If you're turning that slow for 2H you probably could turn that speed in OH too.


----------



## Joker (Sep 25, 2010)

aronpm said:


> If you're turning that slow for 2H you probably could turn that speed in OH too.


 
LOL
Comeback win


----------



## a small kitten (Sep 25, 2010)

> If you're turning that slow for 2H you probably could turn that speed in OH too.



This is me.


----------



## StachuK1992 (Sep 25, 2010)

aronpm said:


> Says who?


 
okay. 0s 2H solves = 7s OH solve. Totally.


----------



## JeffDelucia (Sep 25, 2010)

When this happens he will be wrong.


----------



## aronpm (Sep 25, 2010)

Stachuk1992 said:


> okay. 0s 2H solves = 7s OH solve. Totally.


 
Now you're just extrapolating to absurd limits


----------



## AnsonL (Jan 6, 2011)

i think 'sub 10 in OH' is easier much than sub 10 in 3x3


----------



## MichaelP. (Jan 6, 2011)

aronpm said:


> Now you're just extrapolating to absurd limits


 
But isn't the point that whatever system your using to calculate equivalents should work for all numbers, even extremes?

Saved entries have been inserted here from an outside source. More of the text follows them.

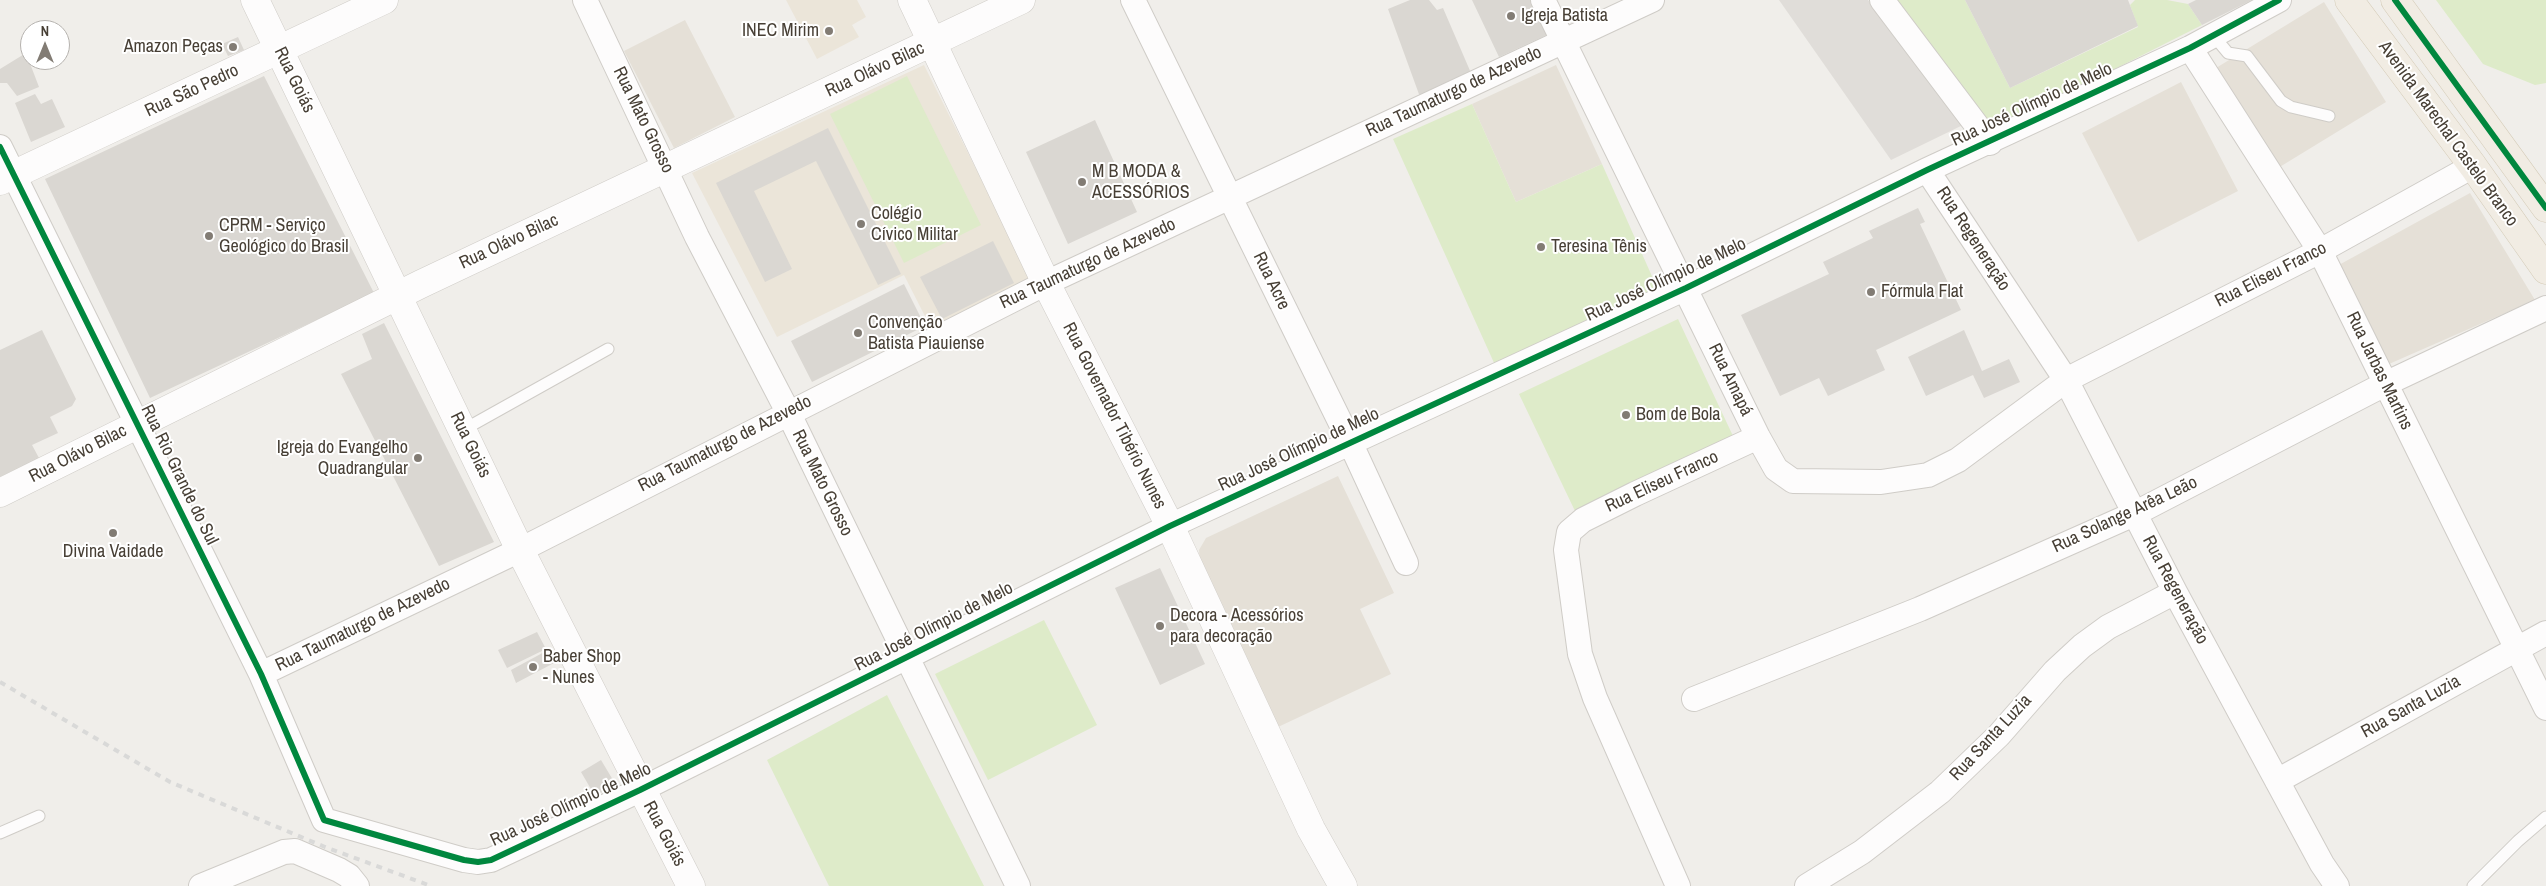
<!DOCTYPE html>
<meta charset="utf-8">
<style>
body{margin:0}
#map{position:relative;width:2546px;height:886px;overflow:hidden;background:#f0eeea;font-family:"Archivo Narrow",sans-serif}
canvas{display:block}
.north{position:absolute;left:20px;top:20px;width:50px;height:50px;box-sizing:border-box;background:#fff;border:1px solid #b5b2ae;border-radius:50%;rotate:0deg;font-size:14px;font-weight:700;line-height:20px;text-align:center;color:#473f35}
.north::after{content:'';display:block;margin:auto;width:18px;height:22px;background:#827c74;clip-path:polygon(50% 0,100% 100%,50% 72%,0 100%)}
</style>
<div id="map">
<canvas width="2546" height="886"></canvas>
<div class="north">N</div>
</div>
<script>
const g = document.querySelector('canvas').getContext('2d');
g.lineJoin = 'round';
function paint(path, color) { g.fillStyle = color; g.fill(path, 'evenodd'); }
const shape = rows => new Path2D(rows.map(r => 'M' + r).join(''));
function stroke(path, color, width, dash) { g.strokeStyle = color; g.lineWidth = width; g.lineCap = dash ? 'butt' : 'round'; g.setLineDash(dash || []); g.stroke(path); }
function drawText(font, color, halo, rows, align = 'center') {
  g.font = font + ' "Archivo Narrow",sans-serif'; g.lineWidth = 4; g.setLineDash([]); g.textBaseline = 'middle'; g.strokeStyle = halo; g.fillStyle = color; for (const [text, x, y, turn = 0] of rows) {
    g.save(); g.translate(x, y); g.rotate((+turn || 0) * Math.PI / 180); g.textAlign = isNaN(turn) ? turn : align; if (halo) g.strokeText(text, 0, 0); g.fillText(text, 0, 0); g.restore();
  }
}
const residential = shape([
 [2324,2,2386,102,2278,168,2216,68],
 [685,20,735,117,674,148,624,51],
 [1556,65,1602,164,1516,202,1472,104],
 [2181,82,2238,191,2138,242,2082,133],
 [2470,193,2535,300,2389,364,2337,266],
 [1338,476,1394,593,1360,609,1391,674,1278,727,1200,565,1199,550,1206,538]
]);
const education = shape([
 [786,0,857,0,866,17,852,25,859,37,817,59],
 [924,65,1032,281,932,330,904,275,777,337,692,173]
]);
const green = shape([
 [1890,0,1965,0,2010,88,2138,27,2130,5,2135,0,2167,0,2188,4,2202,25,1990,132],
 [2436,0,2546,0,2546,83,2535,85,2483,64],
 [907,76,981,225,904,263,830,114],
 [1472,104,1516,202,1602,164,1659,292,1495,365,1393,139],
 [1678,319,1733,436,1575,511,1519,394],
 [1044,620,1097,725,988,780,935,674],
 [887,695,984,886,829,886,767,760]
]);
const parking = shape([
 [1779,0,1868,0,1965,124,1891,160]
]);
const building = shape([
 [1410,0,1429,0,1437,10,1443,8,1471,73,1420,97,1388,9],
 [1472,0,1533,0,1551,33,1499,57],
 [1965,0,2128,0,2138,26,2010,88],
 [2196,0,2252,0,2202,25,2188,4],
 [238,37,244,50,228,56,222,44],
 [26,53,39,87,17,96,7,83,0,83,0,69],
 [264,76,374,293,150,398,45,179],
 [35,94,41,104,52,99,65,127,31,142,15,103],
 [1095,120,1137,212,1068,244,1026,152],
 [828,128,901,274,878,285,816,161,754,191,792,269,765,282,716,183],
 [1918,208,1925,222,1920,224,1961,310,1876,350,1885,370,1828,396,1819,378,1780,396,1741,315,1829,274,1823,262,1873,238,1869,231],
 [993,241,1014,283,942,319,920,277],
 [904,284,925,326,812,382,791,341],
 [384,323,494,542,439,566,341,374,372,359,362,334],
 [42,330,76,399,72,406,50,417,58,433,32,445,39,458,0,477,0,350],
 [1964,330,1982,371,2009,359,2020,382,1984,398,1973,375,1926,396,1908,357],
 [1160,568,1205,664,1160,685,1115,588],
 [537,632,546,649,507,668,498,650],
 [548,650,554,663,516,683,511,670],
 [601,760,616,785,595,796,581,772]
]);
const service = shape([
 [2213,35,2228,53,2247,56,2281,101,2291,107,2329,116],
 [463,430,608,349],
 [0,833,39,816],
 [2473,886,2518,841,2546,817]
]);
const minor = shape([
 [585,0,697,237,788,412,1018,886],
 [1133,0,1350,442,1406,563],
 [1543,0,1758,437,1776,469,1793,481,1881,482,1928,475,1958,460,2066,380,2320,251,2473,166],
 [1882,0,1990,143],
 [2190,48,2320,251,2546,708],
 [0,147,261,674,324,820,464,860,478,862,491,860,640,790,1170,526,1686,288,1927,170,2190,48,2279,0],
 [1927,170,2066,380,2175,592,2322,864,2337,886],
 [261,674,520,550,1046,283,1652,0],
 [1694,699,1920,609,2134,514,2385,384,2546,308],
 [2277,781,2546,633],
 [201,886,284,852,295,851,339,870,349,876,357,886],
 [1678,886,1595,698,1580,654,1566,550,1569,532,1583,520,1635,494,1758,437],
 [1807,886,1862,852,1940,792,1999,735,2055,671,2082,646,2108,627,2175,592]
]);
const tertiary = shape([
 [255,0,520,550,691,886],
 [912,0,1046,283,1170,526,1311,829,1343,886],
 [0,181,384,0],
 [0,493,421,284,1021,0]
]);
const primary = shape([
 [2349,0,2473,166,2546,270],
 [2395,0,2546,208]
]);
const rail = shape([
 [0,682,170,782,325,847,431,886]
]);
const cycleway = shape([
 [2395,0,2546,208],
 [0,147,261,674,324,820,464,860,478,862,491,860,640,790,1170,526,1686,288,1927,170,2190,48,2279,0]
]);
const markers = [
 [1511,16,5,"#827c74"],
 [829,31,5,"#827c74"],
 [233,47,5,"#827c74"],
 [1082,182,5,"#827c74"],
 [861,224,5,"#827c74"],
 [209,236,5,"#827c74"],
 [1541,247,5,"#827c74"],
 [1871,292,5,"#827c74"],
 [858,333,5,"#827c74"],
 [1626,415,5,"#827c74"],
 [418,458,5,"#827c74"],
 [113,533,5,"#827c74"],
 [1160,626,5,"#827c74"],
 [533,667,5,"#827c74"]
];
const poiNames = [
 ["Igreja Batista",1521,16],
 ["INEC Mirim",819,31,"right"],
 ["Amazon Peças",223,47,"right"],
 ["M B MODA &",1092,172],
 ["ACESSÓRIOS",1092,193],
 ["Colégio",871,214],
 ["Cívico Militar",871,235],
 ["CPRM - Serviço",219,226],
 ["Geológico do Brasil",219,247],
 ["Teresina Tênis",1551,247],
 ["Fórmula Flat",1881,292],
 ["Convenção",868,323],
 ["Batista Piauiense",868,344],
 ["Bom de Bola",1636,415],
 ["Igreja do Evangelho",408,448,"right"],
 ["Quadrangular",408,469,"right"],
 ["Divina Vaidade",113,552,"center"],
 ["Decora - Acessórios",1170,616],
 ["para decoração",1170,637],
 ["Baber Shop",543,657],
 ["- Nunes",543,678]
];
const streetNames = [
 ["Rua Olávo Bilac",875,70,-25],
 ["Rua Goiás",294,80,64],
 ["Rua São Pedro",192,91,-25],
 ["Rua Taumaturgo de Azevedo",1454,92,-25],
 ["Rua José Olímpio de Melo",2032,105,-25],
 ["Rua Mato Grosso",643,120,64],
 ["Avenida Marechal Castelo Branco",2448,134,54],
 ["Rua Regeneração",1973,239,57],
 ["Rua Olávo Bilac",509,242,-25],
 ["Rua Taumaturgo de Azevedo",1088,264,-25],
 ["Rua Eliseu Franco",2271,275,-27],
 ["Rua José Olímpio de Melo",1666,280,-25],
 ["Rua Acre",1271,281,64],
 ["Rua Jarbas Martins",2379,371,64],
 ["Rua Amapá",1730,380,64],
 ["Rua Governador Tibério Nunes",1114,416,63],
 ["Rua Taumaturgo de Azevedo",725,444,-27],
 ["Rua Goiás",470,445,64],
 ["Rua José Olímpio de Melo",1299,450,-25],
 ["Rua Olávo Bilac",78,454,-27],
 ["Rua Rio Grande do Sul",179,475,64],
 ["Rua Eliseu Franco",1662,482,-25],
 ["Rua Mato Grosso",822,483,64],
 ["Rua Solange Arêa Leão",2125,515,-25],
 ["Rua Regeneração",2175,590,62],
 ["Rua Taumaturgo de Azevedo",363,625,-26],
 ["Rua José Olímpio de Melo",934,627,-27],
 ["Rua Santa Luzia",2411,707,-29],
 ["Rua Santa Luzia",1991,738,-47],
 ["Rua José Olímpio de Melo",571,805,-25],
 ["Rua Goiás",664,834,62]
];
paint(residential, '#e5e0d7');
paint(education, '#ebe5d9');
paint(green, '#deebc9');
paint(parking, '#e0ddd9');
paint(building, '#dad7d2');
stroke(service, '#cfccc7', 13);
stroke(minor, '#cfccc7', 26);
stroke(tertiary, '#cfccc7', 29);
stroke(primary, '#d3cab6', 29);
stroke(service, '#fdfcfc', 11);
stroke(minor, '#fdfcfc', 24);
stroke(tertiary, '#fdfcfc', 28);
stroke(primary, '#f1ece3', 28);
stroke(rail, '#d9d9d8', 4, [6, 6]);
stroke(cycleway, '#00873e', 6);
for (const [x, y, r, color] of markers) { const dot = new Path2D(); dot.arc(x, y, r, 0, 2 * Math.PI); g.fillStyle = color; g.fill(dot); stroke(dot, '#fff', 2); }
drawText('18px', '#473f35', '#fff', poiNames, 'left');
drawText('18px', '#473f35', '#fff', streetNames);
</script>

EDIT: sorry, just realized how long ago that post was.


----------



## TheMachanga (Jan 6, 2011)

AnsonL said:


> i think 'sub 10 in OH' is easier much than sub 10 in 3x3


:confused:


----------



## aronpm (Jan 6, 2011)

MichaelP. said:


> But isn't the point that whatever system your using to calculate equivalents should work for all numbers, even extremes?
> 
> EDIT: sorry, just realized how long ago that post was.


 
Says who?


----------



## MichaelP. (Jan 6, 2011)

aronpm said:


> Says who?


 
You want a consistant system because an inconsistent system would be inaccurate (2H 0 seconds = OH 7 seconds).

Now debate my point, because the answer "says who?" doesn't work as I've explained my logic.


----------



## aronpm (Jan 6, 2011)

Why does an approximate model (which was only specified for a few values) need to apply for ALL values?

I suppose meteorologists should get new models because their predictive models don't work very well on long-range forecasts.


----------



## MichaelP. (Jan 6, 2011)

aronpm said:


> Why does an approximate model (which was only specified for a few values) need to apply for ALL values?



So in your original post, you aren't saying that the pattern continues. You think there is some barrier between OH 17 and OH 18 that doesn't exist between 2H 10 and 2H 11, so the pattern would stop. Is that correct?


----------